Collected data entries
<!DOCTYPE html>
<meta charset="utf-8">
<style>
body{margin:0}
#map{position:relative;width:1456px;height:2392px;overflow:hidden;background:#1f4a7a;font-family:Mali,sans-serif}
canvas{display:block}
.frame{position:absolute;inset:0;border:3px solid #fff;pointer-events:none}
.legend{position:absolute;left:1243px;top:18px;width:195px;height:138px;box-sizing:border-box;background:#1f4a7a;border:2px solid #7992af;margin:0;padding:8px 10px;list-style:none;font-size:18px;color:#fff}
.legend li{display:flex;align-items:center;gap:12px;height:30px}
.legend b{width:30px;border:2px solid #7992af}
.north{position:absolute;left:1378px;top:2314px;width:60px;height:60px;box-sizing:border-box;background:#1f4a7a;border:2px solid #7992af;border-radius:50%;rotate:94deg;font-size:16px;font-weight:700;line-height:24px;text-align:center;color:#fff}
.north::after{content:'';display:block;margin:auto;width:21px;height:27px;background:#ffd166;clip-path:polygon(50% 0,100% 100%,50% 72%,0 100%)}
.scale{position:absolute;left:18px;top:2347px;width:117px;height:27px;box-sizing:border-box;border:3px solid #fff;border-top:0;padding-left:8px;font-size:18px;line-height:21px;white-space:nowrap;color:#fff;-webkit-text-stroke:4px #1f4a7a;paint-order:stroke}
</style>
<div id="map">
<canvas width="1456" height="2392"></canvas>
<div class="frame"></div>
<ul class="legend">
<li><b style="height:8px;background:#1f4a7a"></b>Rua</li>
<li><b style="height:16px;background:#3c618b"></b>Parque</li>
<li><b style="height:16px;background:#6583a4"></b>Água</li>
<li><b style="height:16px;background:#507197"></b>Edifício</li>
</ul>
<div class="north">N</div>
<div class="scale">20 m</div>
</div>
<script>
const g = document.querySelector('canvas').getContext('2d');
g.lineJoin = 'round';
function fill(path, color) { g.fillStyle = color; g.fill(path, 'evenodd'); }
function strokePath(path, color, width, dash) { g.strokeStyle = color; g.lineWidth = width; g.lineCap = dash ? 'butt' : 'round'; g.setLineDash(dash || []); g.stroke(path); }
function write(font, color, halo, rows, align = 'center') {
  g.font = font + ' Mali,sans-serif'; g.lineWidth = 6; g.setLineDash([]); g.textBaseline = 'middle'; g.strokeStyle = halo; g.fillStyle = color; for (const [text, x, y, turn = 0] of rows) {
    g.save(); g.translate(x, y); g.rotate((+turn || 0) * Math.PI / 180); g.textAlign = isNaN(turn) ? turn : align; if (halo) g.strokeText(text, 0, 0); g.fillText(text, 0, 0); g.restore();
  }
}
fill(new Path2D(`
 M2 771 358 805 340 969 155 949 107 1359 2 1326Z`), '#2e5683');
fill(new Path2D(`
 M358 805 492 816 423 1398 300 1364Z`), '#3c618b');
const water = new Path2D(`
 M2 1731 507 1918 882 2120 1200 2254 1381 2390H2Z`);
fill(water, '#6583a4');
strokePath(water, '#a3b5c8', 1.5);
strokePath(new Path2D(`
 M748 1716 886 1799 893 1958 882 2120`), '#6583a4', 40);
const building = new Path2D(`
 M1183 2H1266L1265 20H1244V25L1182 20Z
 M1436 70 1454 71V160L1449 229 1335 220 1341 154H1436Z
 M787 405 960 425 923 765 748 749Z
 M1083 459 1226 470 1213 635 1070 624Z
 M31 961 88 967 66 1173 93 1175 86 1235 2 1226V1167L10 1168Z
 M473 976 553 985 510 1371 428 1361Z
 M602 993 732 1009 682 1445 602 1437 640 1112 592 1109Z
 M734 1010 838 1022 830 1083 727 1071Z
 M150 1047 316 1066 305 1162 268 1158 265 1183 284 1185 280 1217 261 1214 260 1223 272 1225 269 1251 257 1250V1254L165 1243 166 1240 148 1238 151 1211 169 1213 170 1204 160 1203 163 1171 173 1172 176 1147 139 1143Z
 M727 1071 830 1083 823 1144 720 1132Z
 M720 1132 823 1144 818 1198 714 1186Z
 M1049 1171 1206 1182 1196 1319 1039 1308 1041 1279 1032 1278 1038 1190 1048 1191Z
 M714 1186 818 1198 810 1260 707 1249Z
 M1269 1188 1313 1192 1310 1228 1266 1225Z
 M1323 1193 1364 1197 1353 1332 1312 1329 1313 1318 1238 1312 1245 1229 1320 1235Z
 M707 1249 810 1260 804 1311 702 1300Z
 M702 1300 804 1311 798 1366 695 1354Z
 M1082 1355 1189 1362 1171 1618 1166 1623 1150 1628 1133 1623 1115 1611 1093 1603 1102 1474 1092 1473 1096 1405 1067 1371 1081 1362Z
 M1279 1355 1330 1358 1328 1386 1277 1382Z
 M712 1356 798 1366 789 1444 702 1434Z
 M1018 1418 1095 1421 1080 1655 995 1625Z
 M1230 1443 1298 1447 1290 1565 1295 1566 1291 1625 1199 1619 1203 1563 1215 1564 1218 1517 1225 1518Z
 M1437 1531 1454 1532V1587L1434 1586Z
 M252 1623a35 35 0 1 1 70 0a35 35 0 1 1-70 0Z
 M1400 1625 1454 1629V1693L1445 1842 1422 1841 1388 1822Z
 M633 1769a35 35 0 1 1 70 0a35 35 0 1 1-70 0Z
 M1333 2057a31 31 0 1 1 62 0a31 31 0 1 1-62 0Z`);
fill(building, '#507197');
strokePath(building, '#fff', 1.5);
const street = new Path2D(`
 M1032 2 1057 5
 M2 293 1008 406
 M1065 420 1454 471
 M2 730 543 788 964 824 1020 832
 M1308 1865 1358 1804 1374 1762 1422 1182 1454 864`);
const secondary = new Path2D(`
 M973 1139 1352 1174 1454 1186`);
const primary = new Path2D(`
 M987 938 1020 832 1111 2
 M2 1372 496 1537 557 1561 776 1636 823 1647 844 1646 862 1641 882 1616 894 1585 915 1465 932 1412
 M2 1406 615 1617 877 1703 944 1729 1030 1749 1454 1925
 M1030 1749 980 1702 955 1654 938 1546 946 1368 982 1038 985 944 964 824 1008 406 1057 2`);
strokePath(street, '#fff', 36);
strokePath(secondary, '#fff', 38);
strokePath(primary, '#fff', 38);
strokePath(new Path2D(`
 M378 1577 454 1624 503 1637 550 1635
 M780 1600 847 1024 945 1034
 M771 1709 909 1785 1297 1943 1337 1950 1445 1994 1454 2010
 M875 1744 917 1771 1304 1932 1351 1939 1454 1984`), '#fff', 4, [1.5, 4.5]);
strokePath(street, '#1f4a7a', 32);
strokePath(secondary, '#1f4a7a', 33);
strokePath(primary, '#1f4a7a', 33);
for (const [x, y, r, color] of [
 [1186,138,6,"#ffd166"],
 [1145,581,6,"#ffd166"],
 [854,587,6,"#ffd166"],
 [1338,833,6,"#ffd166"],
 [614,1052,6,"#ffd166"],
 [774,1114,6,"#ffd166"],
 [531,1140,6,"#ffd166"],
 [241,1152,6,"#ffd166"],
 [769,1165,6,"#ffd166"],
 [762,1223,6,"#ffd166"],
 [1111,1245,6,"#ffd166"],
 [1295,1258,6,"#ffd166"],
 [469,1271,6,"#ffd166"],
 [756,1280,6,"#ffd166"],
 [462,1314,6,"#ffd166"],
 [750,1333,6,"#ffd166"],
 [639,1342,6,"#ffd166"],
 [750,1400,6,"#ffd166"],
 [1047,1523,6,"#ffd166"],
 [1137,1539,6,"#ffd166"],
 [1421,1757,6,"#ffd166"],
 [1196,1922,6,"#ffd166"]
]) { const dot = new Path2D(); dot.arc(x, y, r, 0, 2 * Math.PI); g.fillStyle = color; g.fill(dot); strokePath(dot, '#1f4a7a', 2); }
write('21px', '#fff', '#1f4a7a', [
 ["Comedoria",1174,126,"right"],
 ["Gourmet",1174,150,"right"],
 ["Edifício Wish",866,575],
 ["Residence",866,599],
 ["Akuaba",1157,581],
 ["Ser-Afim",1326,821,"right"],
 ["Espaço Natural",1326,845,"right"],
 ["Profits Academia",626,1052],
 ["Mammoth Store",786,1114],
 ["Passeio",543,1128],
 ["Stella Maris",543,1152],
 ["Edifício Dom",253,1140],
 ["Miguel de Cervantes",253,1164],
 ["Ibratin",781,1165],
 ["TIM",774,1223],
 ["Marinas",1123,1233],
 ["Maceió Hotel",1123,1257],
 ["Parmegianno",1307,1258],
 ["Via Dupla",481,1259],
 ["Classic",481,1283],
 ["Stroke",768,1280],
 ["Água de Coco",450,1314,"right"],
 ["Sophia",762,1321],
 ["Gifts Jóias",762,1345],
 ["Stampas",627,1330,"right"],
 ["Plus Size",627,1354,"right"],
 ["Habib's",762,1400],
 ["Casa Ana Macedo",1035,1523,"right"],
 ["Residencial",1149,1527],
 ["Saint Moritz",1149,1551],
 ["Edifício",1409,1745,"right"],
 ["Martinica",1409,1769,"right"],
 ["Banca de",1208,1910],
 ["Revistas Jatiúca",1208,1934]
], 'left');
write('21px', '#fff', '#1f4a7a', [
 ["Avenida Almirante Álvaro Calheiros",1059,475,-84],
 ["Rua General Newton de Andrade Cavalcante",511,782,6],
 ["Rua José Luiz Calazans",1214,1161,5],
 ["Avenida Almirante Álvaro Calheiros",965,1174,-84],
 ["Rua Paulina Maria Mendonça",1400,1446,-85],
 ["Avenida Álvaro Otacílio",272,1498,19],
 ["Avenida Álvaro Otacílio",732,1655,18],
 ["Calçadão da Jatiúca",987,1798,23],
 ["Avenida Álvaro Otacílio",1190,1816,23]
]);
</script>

Work request - Print exactly the lines above from the one with "g.lineJoin = 'round';" to the one with "M602 993 732", including both.

Answer for the task -
g.lineJoin = 'round';
function fill(path, color) { g.fillStyle = color; g.fill(path, 'evenodd'); }
function strokePath(path, color, width, dash) { g.strokeStyle = color; g.lineWidth = width; g.lineCap = dash ? 'butt' : 'round'; g.setLineDash(dash || []); g.stroke(path); }
function write(font, color, halo, rows, align = 'center') {
  g.font = font + ' Mali,sans-serif'; g.lineWidth = 6; g.setLineDash([]); g.textBaseline = 'middle'; g.strokeStyle = halo; g.fillStyle = color; for (const [text, x, y, turn = 0] of rows) {
    g.save(); g.translate(x, y); g.rotate((+turn || 0) * Math.PI / 180); g.textAlign = isNaN(turn) ? turn : align; if (halo) g.strokeText(text, 0, 0); g.fillText(text, 0, 0); g.restore();
  }
}
fill(new Path2D(`
 M2 771 358 805 340 969 155 949 107 1359 2 1326Z`), '#2e5683');
fill(new Path2D(`
 M358 805 492 816 423 1398 300 1364Z`), '#3c618b');
const water = new Path2D(`
 M2 1731 507 1918 882 2120 1200 2254 1381 2390H2Z`);
fill(water, '#6583a4');
strokePath(water, '#a3b5c8', 1.5);
strokePath(new Path2D(`
 M748 1716 886 1799 893 1958 882 2120`), '#6583a4', 40);
const building = new Path2D(`
 M1183 2H1266L1265 20H1244V25L1182 20Z
 M1436 70 1454 71V160L1449 229 1335 220 1341 154H1436Z
 M787 405 960 425 923 765 748 749Z
 M1083 459 1226 470 1213 635 1070 624Z
 M31 961 88 967 66 1173 93 1175 86 1235 2 1226V1167L10 1168Z
 M473 976 553 985 510 1371 428 1361Z
 M602 993 732 1009 682 1445 602 1437 640 1112 592 1109Z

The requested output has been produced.